Infinitely Losing My Edge
Yeah, I'm losing my edge.
I'm losing my edge.
The kids are coming up from behind.
I'm losing my edge.
I'm losing my edge to the kids from Vietnam and from Woodstock.
But I was there.
I was there in 1967.
I was there at the first Rodriguez show in Detroit.
I'm losing my edge.
I'm losing my edge to the kids whose footsteps I hear when they get on the decks.
I'm losing my edge to the internet seekers who can tell me every member of every good group from 1964 to 1979.
I'm losing my edge.
To all the kids in Halifax and Milan.
I'm losing my edge to the art-school Shanghai kids in little jackets and borrowed nostalgia for the unremembered nineties.
I'm losing my edge.
I'm losing my edge.
I can hear the footsteps every night on the decks.
But I was there.
I was there in 1977 at the first Human League practice in a loft in Sheffield.
I was working on the oboe sounds with much patience.
I was there when Robert Palmer started up his first band.
I told him, "Don't do it that way. You'll never make a dime."
I was there.
I was the first guy playing Masters at Work to the grime kids.
I played it at the Crocodile.
Everybody thought I was crazy.
We all know.
I was there.
I was there.
I've never been wrong.
But I'm losing my edge to better-looking people with better ideas and more talent.
And they're actually really, really nice.
I'm losing my edge.
I heard you have a compilation of every good song ever done by anybody.
Every great song by Lightning Bolt. All the underground hits.
All Quando Quango tracks. I heard you have a vinyl of every Big Daddy Kane record on German import.
I heard that you have a white label of every seminal electroclash hit - 1985, '86, '87.
I heard that you have a CD compilation of every good '50s cut and another box set from the '70s.

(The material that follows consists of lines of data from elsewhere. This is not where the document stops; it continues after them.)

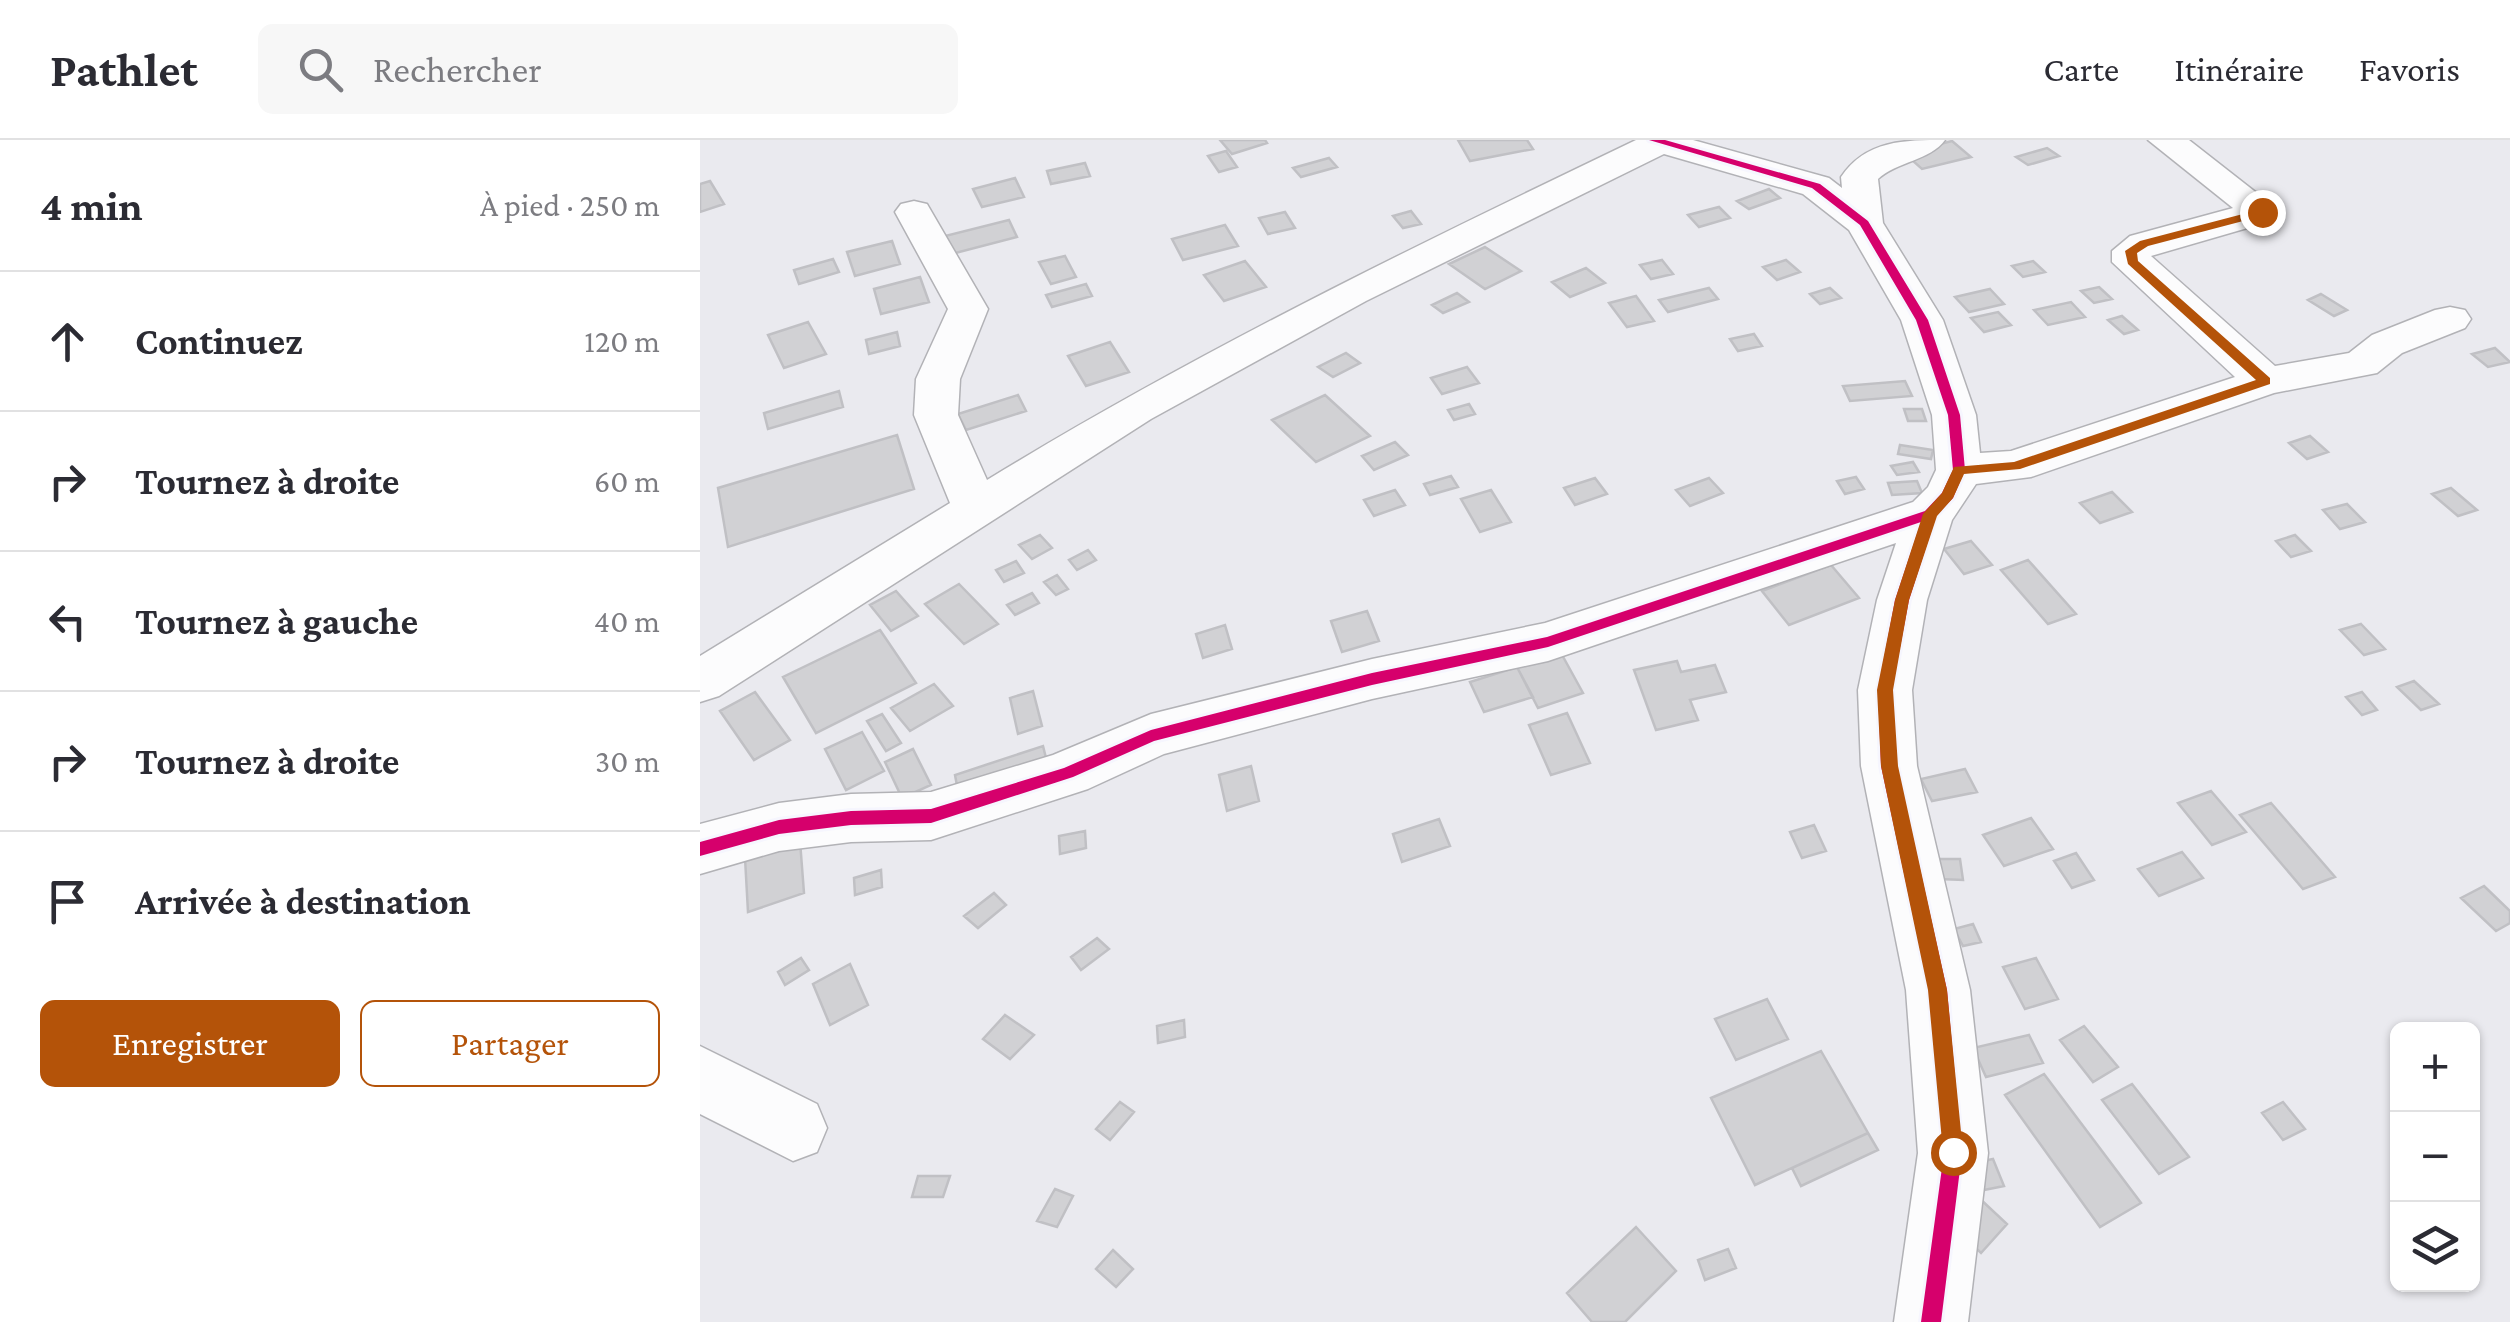 <!DOCTYPE html>
<html lang="fr">
<head>
<meta charset="utf-8">
<style>
	:root { --surface:#fff; --page:#f7f7f7; --text:#2b2b33; --muted:#7c7c81; --line:#e1e1e2; --accent:#b45309 }
	body { margin:0; font-family:"Crimson Pro",serif; background:var(--page); color:var(--text) }
	.controls { position:absolute; right:30px; bottom:30px; display:grid; overflow:hidden; border-radius:15px; box-shadow:0 2px 8px #0004 }
	.controls button { width:90px; height:90px; display:grid; place-items:center; padding:0; border:0; border-bottom:2px solid var(--line); background:var(--surface); color:var(--text); font:50px sans-serif }
	.stop { position:absolute; width:30px; height:30px; margin:-22px; border:8px solid #b45309; border-radius:50%; background:#fff }
	.stop.end { background:#b45309; border-color:#fff; box-shadow:0 2px 10px #0008 }
	.list { margin:0; padding:0; list-style:none }
	h2 { display:flex; justify-content:space-between; align-items:center; height:130px; margin:0; padding:0 40px; font-size:42px }
	h2 small { font-size:32px; font-weight:400; color:var(--muted) }
	.list li { display:grid; grid-template-columns:65px 1fr auto; gap:30px; align-items:center; box-sizing:border-box; height:140px; padding:0 40px; border-top:2px solid var(--line) }
	.list b { display:block; font-size:38px; white-space:nowrap }
	.list em { font-size:32px; font-style:normal; color:var(--muted) }
	.actions { display:flex; gap:20px; padding:30px 40px }
	.actions a { flex:1; padding:22px 0; border:2px solid var(--accent); border-radius:15px; text-align:center; font-size:35px; color:var(--accent) }
	.actions .main { background:var(--accent); color:#fff }
	.icon { flex:none; width:55px; height:55px; fill:none; stroke:currentColor; stroke-width:2; stroke-linecap:round; stroke-linejoin:round }
	.map { position:relative; flex:none; width:1810px; height:1182px; overflow:hidden }
	header { display:flex; align-items:center; gap:60px; box-sizing:border-box; height:140px; padding:0 50px; background:var(--surface); border-bottom:2px solid var(--line) }
	header strong { font-size:48px }
	nav { display:flex; gap:55px; margin-inline-start:auto; font-size:35px }
	.search { width:700px; height:90px; background:var(--page); display:flex; align-items:center; gap:25px; box-sizing:border-box; padding:0 35px; border-radius:15px; color:var(--muted); font-size:38px }
	main { display:flex }
	aside { flex:1; background:var(--surface) }
	.map>svg:first-child { display:block }
	.building { fill:#d1d1d4; stroke:#c0c0c4; stroke-width:2.5 }
	.lines { fill:none; stroke-linecap:round; stroke-linejoin:round }
	.minor-casing { stroke:#b2b2b6; stroke-width:3 }
	.minor { fill:#fcfcfd; fill-rule:evenodd }
	.cycleway-casing { stroke:#f6f6fe; stroke-width:6 }
	.cycleway { fill:#d6006c; fill-rule:evenodd }
	.route { fill:#b45309 }
</style>
</head>
<body>
<header>
<strong>Pathlet</strong>
<div class="search"><svg class="icon" aria-label="search" viewBox="0 0 24 24"><circle cx="10" cy="10" r="6"/><path d="M15 15l6 6"/></svg>Rechercher</div>
<nav><a>Carte</a><a>Itinéraire</a><a>Favoris</a></nav>
</header>
<main>
<aside>
<h2>4 min<small>À pied · 250 m</small></h2>
<ul class="list">
<li><svg class="icon" aria-label="ahead" viewBox="0 0 24 24"><path d="M12 20V5M6 11l6-6 6 6"/></svg><div><b>Continuez</b></div><em>120 m</em></li>
<li><svg class="icon" aria-label="right" viewBox="0 0 24 24"><path d="M7 20v-9h11M14 6l5 5-5 5"/></svg><div><b>Tournez à droite</b></div><em>60 m</em></li>
<li><svg class="icon" aria-label="left" viewBox="0 0 24 24"><path d="M17 20v-9H6M10 6l-5 5 5 5"/></svg><div><b>Tournez à gauche</b></div><em>40 m</em></li>
<li><svg class="icon" aria-label="right" viewBox="0 0 24 24"><path d="M7 20v-9h11M14 6l5 5-5 5"/></svg><div><b>Tournez à droite</b></div><em>30 m</em></li>
<li><svg class="icon" aria-label="arrive" viewBox="0 0 24 24"><path d="M6 21V4h12l-3 4 3 4H6"/></svg><div><b>Arrivée à destination</b></div></li>
</ul>
<div class="actions"><a class="main">Enregistrer</a><a>Partager</a></div>
</aside>
<div class="map">
<svg width="1810" height="1182" viewBox="0 0 1810 1182">
	<rect width="100%" height="100%" fill="#eaeaef"/>
	<path class="building" d="M 520,0 L 565,0 L 567,3 L 532,14 Z
		M 758,0 L 827,0 L 833,9 L 770,21 Z
		M 1252,1 L 1271,17 L 1222,29 L 1204,13 Z
		M 1347,8 L 1359,16 L 1328,25 L 1316,17 Z
		M 526,11 L 537,27 L 519,32 L 508,16 Z
		M 629,18 L 637,27 L 601,37 L 593,28 Z
		M 385,23 L 390,36 L 351,44 L 347,31 Z
		M 315,38 L 324,57 L 282,67 L 273,49 Z
		M 10,41 L 24,64 L 0,72 L 0,44 Z
		M 1069,49 L 1080,58 L 1049,69 L 1037,61 Z
		M 1019,67 L 1030,78 L 999,87 L 988,75 Z
		M 711,71 L 721,84 L 703,88 L 693,76 Z
		M 585,72 L 595,88 L 568,94 L 559,78 Z
		M 309,80 L 317,97 L 240,117 L 233,99 Z
		M 525,85 L 538,106 L 483,120 L 472,99 Z
		M 192,101 L 200,124 L 155,136 L 147,112 Z
		M 785,107 L 821,131 L 785,149 L 749,124 Z
		M 365,116 L 376,137 L 351,144 L 339,122 Z
		M 133,119 L 139,132 L 99,144 L 94,130 Z
		M 962,120 L 973,134 L 951,139 L 940,125 Z
		M 1086,120 L 1100,132 L 1077,140 L 1063,127 Z
		M 545,121 L 566,147 L 524,161 L 504,135 Z
		M 1333,121 L 1345,132 L 1323,137 L 1312,126 Z
		M 886,128 L 905,143 L 870,157 L 852,142 Z
		M 220,137 L 229,162 L 181,174 L 174,149 Z
		M 386,144 L 392,156 L 352,167 L 346,155 Z
		M 1399,147 L 1412,159 L 1394,163 L 1381,151 Z
		M 1009,148 L 1018,159 L 968,172 L 959,160 Z
		M 1130,148 L 1141,158 L 1120,164 L 1110,154 Z
		M 1290,149 L 1304,164 L 1269,172 L 1255,157 Z
		M 757,153 L 769,162 L 743,173 L 732,165 Z
		M 1621,154 L 1647,170 L 1634,176 L 1608,160 Z
		M 936,156 L 954,181 L 927,187 L 909,163 Z
		M 1371,162 L 1385,177 L 1348,185 L 1334,170 Z
		M 1298,172 L 1311,185 L 1284,192 L 1271,178 Z
		M 1422,176 L 1438,190 L 1424,194 L 1408,180 Z
		M 108,182 L 126,214 L 84,228 L 68,195 Z
		M 197,192 L 200,206 L 169,214 L 166,200 Z
		M 1054,194 L 1062,206 L 1038,211 L 1030,199 Z
		M 410,202 L 429,232 L 386,246 L 368,216 Z
		M 1795,208 L 1810,222 L 1788,227 L 1772,214 Z
		M 646,213 L 660,223 L 633,237 L 618,227 Z
		M 767,227 L 779,243 L 742,254 L 731,238 Z
		M 1205,241 L 1212,256 L 1150,261 L 1143,246 Z
		M 139,251 L 143,267 L 68,289 L 64,273 Z
		M 318,255 L 326,271 L 266,290 L 258,274 Z
		M 625,255 L 670,296 L 616,322 L 572,280 Z
		M 769,264 L 775,274 L 754,280 L 748,270 Z
		M 1204,269 L 1222,269 L 1226,281 L 1208,281 Z
		M 197,295 L 214,349 L 28,407 L 18,348 Z
		M 1610,296 L 1628,312 L 1607,319 L 1589,303 Z
		M 695,302 L 708,315 L 674,330 L 662,316 Z
		M 1200,305 L 1233,310 L 1231,319 L 1198,314 Z
		M 1213,322 L 1219,332 L 1197,335 L 1191,326 Z
		M 751,336 L 758,347 L 730,355 L 724,344 Z
		M 1156,337 L 1164,349 L 1145,354 L 1137,341 Z
		M 895,338 L 907,354 L 875,365 L 864,348 Z
		M 1009,338 L 1023,353 L 990,366 L 976,350 Z
		M 1217,341 L 1222,353 L 1192,355 L 1188,343 Z
		M 1751,348 L 1777,370 L 1758,376 L 1732,354 Z
		M 695,350 L 705,365 L 674,376 L 664,360 Z
		M 791,350 L 811,382 L 780,392 L 761,359 Z
		M 1412,352 L 1432,372 L 1400,383 L 1380,363 Z
		M 1647,364 L 1665,382 L 1640,389 L 1623,370 Z
		M 340,395 L 352,408 L 332,419 L 319,405 Z
		M 1595,395 L 1611,411 L 1591,417 L 1576,401 Z
		M 1271,401 L 1292,425 L 1264,434 L 1244,409 Z
		M 388,410 L 396,420 L 377,430 L 369,420 Z
		M 1328,420 L 1376,474 L 1348,484 L 1301,430 Z
		M 316,421 L 324,433 L 304,442 L 296,430 Z
		M 1131,425 L 1159,458 L 1089,485 L 1062,451 Z
		M 357,435 L 368,449 L 356,455 L 344,442 Z
		M 259,444 L 298,484 L 264,504 L 225,464 Z
		M 196,451 L 218,476 L 191,491 L 170,465 Z
		M 332,453 L 339,463 L 315,475 L 307,465 Z
		M 667,471 L 679,501 L 642,512 L 631,481 Z
		M 1661,484 L 1685,509 L 1664,515 L 1640,490 Z
		M 525,485 L 532,509 L 503,518 L 496,494 Z
		M 180,490 L 216,543 L 116,593 L 83,537 Z
		M 861,513 L 883,553 L 838,568 L 817,527 Z
		M 977,521 L 981,532 L 1015,525 L 1026,552 L 990,560 L 998,580 L 956,590 L 934,530 Z
		M 817,527 L 833,557 L 784,572 L 770,542 Z
		M 1714,541 L 1739,564 L 1721,570 L 1697,547 Z
		M 234,544 L 253,566 L 210,591 L 191,568 Z
		M 333,551 L 342,586 L 318,594 L 310,558 Z
		M 55,552 L 90,600 L 54,620 L 20,571 Z
		M 1662,552 L 1677,570 L 1662,575 L 1646,557 Z
		M 867,573 L 890,623 L 851,635 L 829,585 Z
		M 182,574 L 201,603 L 186,611 L 167,581 Z
		M 162,592 L 184,631 L 146,650 L 125,609 Z
		M 343,606 L 348,626 L 259,656 L 255,635 Z
		M 213,609 L 231,645 L 202,658 L 185,622 Z
		M 551,626 L 559,661 L 527,671 L 519,635 Z
		M 1265,629 L 1277,652 L 1232,661 L 1221,639 Z
		M 1511,651 L 1546,692 L 1512,705 L 1478,663 Z
		M 1571,663 L 1635,737 L 1603,749 L 1540,675 Z
		M 1331,678 L 1353,709 L 1304,726 L 1283,695 Z
		M 739,679 L 750,706 L 702,722 L 693,694 Z
		M 1114,685 L 1126,711 L 1102,718 L 1090,692 Z
		M 385,691 L 386,708 L 360,714 L 359,696 Z
		M 100,701 L 104,753 L 48,772 L 45,718 Z
		M 1482,712 L 1503,738 L 1459,756 L 1438,729 Z
		M 1376,713 L 1394,740 L 1372,748 L 1354,721 Z
		M 1237,719 L 1260,719 L 1263,740 L 1239,739 Z
		M 181,730 L 182,747 L 155,755 L 154,738 Z
		M 1784,746 L 1810,771 L 1810,783 L 1796,791 L 1761,758 Z
		M 294,753 L 306,765 L 278,788 L 264,776 Z
		M 1273,784 L 1281,802 L 1263,806 L 1254,789 Z
		M 397,798 L 409,809 L 381,830 L 371,817 Z
		M 101,818 L 109,830 L 85,845 L 78,832 Z
		M 1336,818 L 1358,859 L 1325,869 L 1303,827 Z
		M 150,824 L 168,865 L 130,885 L 113,844 Z
		M 1067,859 L 1088,899 L 1036,920 L 1015,879 Z
		M 305,875 L 334,895 L 310,919 L 283,899 Z
		M 484,880 L 485,897 L 458,903 L 457,886 Z
		M 1384,886 L 1418,927 L 1393,942 L 1360,900 Z
		M 1329,895 L 1343,923 L 1286,937 L 1273,908 Z
		M 1121,911 L 1168,993 L 1055,1045 L 1011,958 Z
		M 1344,934 L 1441,1063 L 1400,1087 L 1305,955 Z
		M 1432,944 L 1489,1017 L 1459,1034 L 1402,960 Z
		M 420,962 L 434,972 L 410,1000 L 396,989 Z
		M 1583,962 L 1605,989 L 1583,1000 L 1562,973 Z
		M 1168,993 L 1178,1010 L 1101,1046 L 1092,1028 Z
		M 1293,1019 L 1304,1046 L 1254,1056 L 1245,1029 Z
		M 218,1036 L 250,1036 L 243,1057 L 212,1057 Z
		M 355,1049 L 373,1056 L 357,1087 L 337,1081 Z
		M 1278,1057 L 1307,1084 L 1281,1113 L 1253,1086 Z
		M 936,1087 L 976,1131 L 925,1182 L 892,1182 L 867,1153 Z
		M 1028,1109 L 1036,1128 L 1005,1140 L 998,1120 Z
		M 413,1110 L 433,1129 L 416,1147 L 396,1129 Z"/>
	<g class="lines">
		<g class="minor-casing">
			<path id="minor" d="M 936,0 L 993,0 L 1129,38 L 1142,48 L 1141,37 C 1166,0 1204,0 1245,0 C 1231,20 1196,22 1178,39 L 1183,83 L 1243,180 L 1276,275 L 1280,313 L 1311,311 L 1535,237 L 1412,122 L 1412,111 L 1430,96 L 1533,68 L 1448,0 L 1489,0 L 1581,72 L 1575,80 L 1451,116 L 1575,226 L 1649,213 L 1672,195 L 1735,170 L 1750,167 L 1765,170 L 1771,179 L 1765,188 L 1702,213 L 1677,233 L 1574,253 L 1331,337 L 1276,344 L 1252,380 L 1227,460 L 1212,550 L 1217,626 L 1270,850 L 1288,1013 L 1268,1182 L 1194,1182 L 1218,1013 L 1206,850 L 1161,626 L 1158,550 L 1177,460 L 1196,403 L 848,521 L 672,559 L 464,614 L 388,649 L 231,700 L 151,702 L 79,711 L 0,734 L 0,684 L 79,663 L 151,654 L 231,652 L 353,615 L 451,574 L 672,519 L 845,483 L 1213,362 L 1228,347 L 1236,330 L 1232,275 L 1201,180 L 1149,90 L 1103,54 L 964,14 L 666,161 L 451,279 L 19,556 L 0,562 L 0,516 L 250,363 L 214,275 L 216,239 L 248,169 L 195,72 L 201,64 L 214,61 L 227,64 L 288,169 L 260,239 L 258,275 L 287,340 C 496,212 715,106 936,0 Z
				M 0,906 L 117,964 L 127,988 L 117,1012 L 93,1021 L 0,974 Z"/>
		</g>
		<use href="#minor" class="minor"/>
		<g class="cycleway-casing">
			<path id="cycleway" d="M 949,0 L 965,0 L 1120,44 L 1168,81 L 1228,180 L 1260,275 L 1265,330 L 1253,358 L 1236,376 L 1209,460 L 1192,550 L 1197,626 L 1247,850 L 1262,1013 L 1241,1182 L 1221,1182 L 1244,1013 L 1229,850 L 1181,626 L 1178,550 L 1195,460 L 1221,382 L 848,507 L 672,545 L 454,601 L 373,637 L 231,683 L 151,685 L 79,694 L 0,716 L 0,702 L 79,680 L 151,671 L 231,669 L 364,628 L 451,590 L 672,533 L 847,497 L 1225,371 L 1242,353 L 1253,330 L 1248,275 L 1216,180 L 1160,85 L 1112,48 Z"/>
		</g>
		<use href="#cycleway" class="cycleway"/>
	</g>
	<path class="route" d="M 1562,69 L 1566,75 L 1448,106 L 1437,113 L 1438,121 L 1570,238 L 1570,244 L 1320,329 L 1264,334 L 1253,358 L 1237,376 L 1209,460 L 1193,550 L 1198,626 L 1247,850 L 1263,1012 L 1253,1023 L 1243,1012 L 1228,850 L 1181,626 L 1177,550 L 1195,460 L 1223,374 L 1242,353 L 1254,327 L 1314,322 L 1556,240 L 1428,124 L 1425,111 L 1440,101 Z"/>
</svg>
<div class="controls">
<button>+</button>
<button>−</button>
<button><svg class="icon" aria-label="layers" viewBox="0 0 24 24"><path d="M12 4l9 5-9 5-9-5zM3 14l9 5 9-5"/></svg></button>
</div>
<div class="stop" style="left:1253px;top:1012px"></div>
<div class="stop end" style="left:1562px;top:72px"></div>
</div>
</main>
</body>
</html>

I hear you're buying a theremin and a guitar and are throwing your macbook out the window because you want to make something real. You want to make a Eli Mardock record.
I hear that you and your band have sold your güiro and bought a marimba.
I hear that you and your band have sold your marimba and bought a güiro.
I hear everybody that you know is more relevant than everybody that I know.
But have you seen my records?
X-101,
Little Man,
Jerry Gold Smith,
Absolute Body Control,
The Wake,
Gang Green,
Bobby Sherman,
The Monochrome Set,
Radiohead,
Pharoah Sanders,
Ralphi Rosario,
Qualms,
Avey Tare & Kría Brekkan,
The Seeds,
the Human League,
Mandrill,
Kas Product,
Jesper Dahlback,
Stetsasonic,
Johnny Clarke,
Procol Harum,
Jandek,
Morten Harket,
Robert Wyatt,
Leonard Cohen,
Essential Logic,
Cabaret Voltaire,
Pete Rock & C.L. Smooth,
Intrusion,
Thinking Fellers Union Local 282,
The Sisters of Mercy,
The Cure,
Sound Behaviour,
Smog,
Ajijia Myrayebe,
Jacques Brel,
Brick,
Ash Ra Tempel,
Neu!,
10cc,
Bobby Byrd,
the Bar-Kays,
Pole,
Mantronix,
Severed Heads,
Coldchain, Rosco P., Featuring Pusha T from Clipse & Boo-Bonic,
Marc Romboy vs. Booka Shade,
The Detroit Cobras,
Grandmaster Flash,
Strawberry Alarm Clock,
The United States of America,
the Soft Cell,
The Sound,
The Searchers,
The Standells,
Carl Craig,
Marc Almond,
The Dead C,
Subhumans,
Interpol,
The Count Five,
The Toasters,
Marcia Griffiths, Marcia Griffiths, Marcia Griffiths, Marcia Griffiths.
You don't know what you really want.
You don't know what you really want.
You don't know what you really want.
You don't know what you really want.
You don't know what you really want.
You don't know what you really want.
You don't know what you really want.
You don't know what you really want.
You don't know what you really want.
You don't know what you really want.
You don't know what you really want.
You don't know what you really want.
You don't know what you really want.
You don't know what you really want.
You don't know what you really want.